#### [ASSIGNED TASK]
For the string "none", search the entries below and copy every line where it appears.

=== INPUT ===

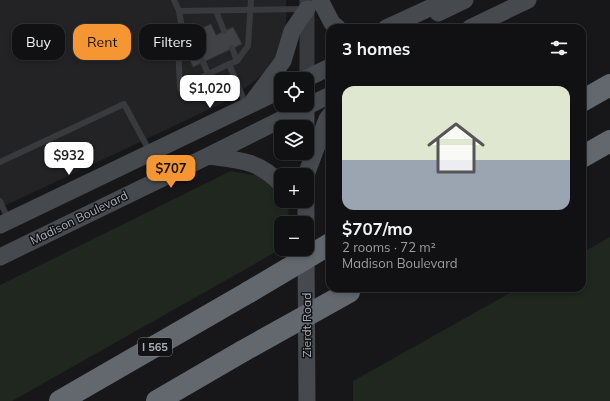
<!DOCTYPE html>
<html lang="en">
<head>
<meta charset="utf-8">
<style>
	body { margin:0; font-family:Mulish,sans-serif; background:#1a1a1c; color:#f1f3f6; height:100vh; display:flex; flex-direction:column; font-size:15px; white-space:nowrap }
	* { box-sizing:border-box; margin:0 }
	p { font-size:13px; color:#9c9da0 }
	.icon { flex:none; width:22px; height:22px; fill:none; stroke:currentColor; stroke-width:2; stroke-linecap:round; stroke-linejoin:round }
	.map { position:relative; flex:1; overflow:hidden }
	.details { position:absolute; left:326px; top:24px; width:260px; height:268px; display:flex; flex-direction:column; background:#111113; border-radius:12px; box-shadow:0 2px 6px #0003,0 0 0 1px #303133 }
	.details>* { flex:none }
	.banner { position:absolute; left:12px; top:24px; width:254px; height:36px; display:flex; gap:8px }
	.fabs { position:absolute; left:274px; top:72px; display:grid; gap:8px }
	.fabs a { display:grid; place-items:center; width:40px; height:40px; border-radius:8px; background:#111113; box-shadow:0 2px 6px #0003,0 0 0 1px #303133; font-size:20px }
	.price { position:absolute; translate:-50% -34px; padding:0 9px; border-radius:8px; background:#fff; color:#222; font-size:13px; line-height:26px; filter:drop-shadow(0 1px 2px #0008) }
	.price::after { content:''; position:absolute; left:50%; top:24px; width:12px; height:9px; margin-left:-6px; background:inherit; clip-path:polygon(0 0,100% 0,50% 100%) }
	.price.on { background:#f69632; color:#111 }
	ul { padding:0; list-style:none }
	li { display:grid; align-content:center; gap:8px; height:212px; padding:0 16px }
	li span { display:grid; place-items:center; height:124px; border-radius:12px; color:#555 }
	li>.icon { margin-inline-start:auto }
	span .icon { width:72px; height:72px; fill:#fffc; stroke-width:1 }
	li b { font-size:17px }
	h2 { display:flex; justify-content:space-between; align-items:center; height:48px; padding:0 16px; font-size:17px }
	.pill { padding:0 14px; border-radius:12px; background:#111113; box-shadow:0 2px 6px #0003,0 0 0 1px #303133; font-size:14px; line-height:36px }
	.pill.on { background:#f69632; color:#111 }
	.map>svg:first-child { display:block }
	.built { fill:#232326 }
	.green { fill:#1f271f }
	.building { fill:#414246; stroke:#313135 }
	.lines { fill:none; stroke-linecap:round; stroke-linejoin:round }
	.service { stroke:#383a3e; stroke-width:6 }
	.tertiary { stroke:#383a3e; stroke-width:15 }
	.secondary { stroke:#46494e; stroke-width:17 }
	.motorway { stroke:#63686f; stroke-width:22 }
	.motorway-bridge { stroke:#63686f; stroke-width:22 }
	.labels { text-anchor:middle; stroke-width:3; stroke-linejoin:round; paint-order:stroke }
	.shield { fill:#121214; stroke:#7b8188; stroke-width:1 }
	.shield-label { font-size:11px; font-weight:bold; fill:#a8b0b9 }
	.street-label { font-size:12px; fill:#a8b0b9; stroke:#121214 }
</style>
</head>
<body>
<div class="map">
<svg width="610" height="401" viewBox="0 0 610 401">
	<rect width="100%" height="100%" fill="#171719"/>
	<path class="built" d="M0 0H286V31L280 60 257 79 227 101 0 208Z"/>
	<path class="green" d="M231 171 265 177 281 186V201H288L289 223H281V249L12 401H0V285Z
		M610 237V401H353V381L519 288H582V253Z"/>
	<path class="building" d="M211 24 216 35 233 27 242 44 193 67 185 49 202 41 197 30Z"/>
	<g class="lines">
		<path class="service" d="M174 0 179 11 183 34 178 45 180 88 229 64 246 105
			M179 11 303 9
			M216 11 224 31
			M183 34 194 38 196 44
			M232 48 237 61
			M203 62 208 74
			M229 64 237 61 248 46 251 0
			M0 162 124 104 150 152
			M0 201 8 219"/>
		<path class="tertiary" d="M307 78V0"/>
		<path class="secondary" d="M320 0 332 23 338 28
			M438 13 465 0
			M386 28 447 0
			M470 28 528 0
			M305 79 330 67
			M253 101 283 61 292 31 307 9
			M306 127V105
			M208 156C239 160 258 160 281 184
			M306 175 327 119 330 115
			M306 201V223
			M0 225 281 90
			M306 249 307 401
			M0 257 208 156 330 95"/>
		<path class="motorway" d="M582 101 610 85
			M582 157 610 141
			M60 401 249 292
			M157 401 243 351"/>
		<path class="motorway-bridge" d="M249 292 330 244
			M243 351 349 292"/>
	</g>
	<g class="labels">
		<rect class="shield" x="138" y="338" width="34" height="18" rx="3"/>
		<g class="shield-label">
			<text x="155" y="351">I 565</text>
		</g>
		<g class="street-label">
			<text transform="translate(79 218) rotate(-26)" y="4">Madison Boulevard</text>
			<text transform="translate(307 325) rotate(-90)" y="4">Zierdt Road</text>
		</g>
	</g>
</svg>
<div class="fabs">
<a><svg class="icon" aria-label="locate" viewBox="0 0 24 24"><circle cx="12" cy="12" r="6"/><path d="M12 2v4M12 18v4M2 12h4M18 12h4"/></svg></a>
<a><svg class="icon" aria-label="layers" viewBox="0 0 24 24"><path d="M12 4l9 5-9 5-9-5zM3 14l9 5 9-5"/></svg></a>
<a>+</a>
<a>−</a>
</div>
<b class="price" style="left:210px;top:109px">$1,020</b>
<b class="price" style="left:69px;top:176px">$932</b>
<b class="price on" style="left:171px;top:189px">$707</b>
<div class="banner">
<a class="pill">Buy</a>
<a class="pill on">Rent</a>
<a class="pill">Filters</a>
</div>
<section class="details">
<h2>3 homes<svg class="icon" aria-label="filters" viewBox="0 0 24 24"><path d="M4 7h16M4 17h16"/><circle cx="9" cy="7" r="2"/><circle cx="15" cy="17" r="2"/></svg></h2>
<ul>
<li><span style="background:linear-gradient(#dfe7d0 60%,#9aa5b1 0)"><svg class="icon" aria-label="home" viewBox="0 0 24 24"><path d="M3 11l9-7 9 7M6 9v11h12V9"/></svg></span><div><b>$707/mo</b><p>2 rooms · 72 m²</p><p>Madison Boulevard</p></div></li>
</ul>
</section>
</div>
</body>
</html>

===

#### [EXERCISE RESULT]
	.icon { flex:none; width:22px; height:22px; fill:none; stroke:currentColor; stroke-width:2; stroke-linecap:round; stroke-linejoin:round }
	.details>* { flex:none }
	ul { padding:0; list-style:none }
	.lines { fill:none; stroke-linecap:round; stroke-linejoin:round }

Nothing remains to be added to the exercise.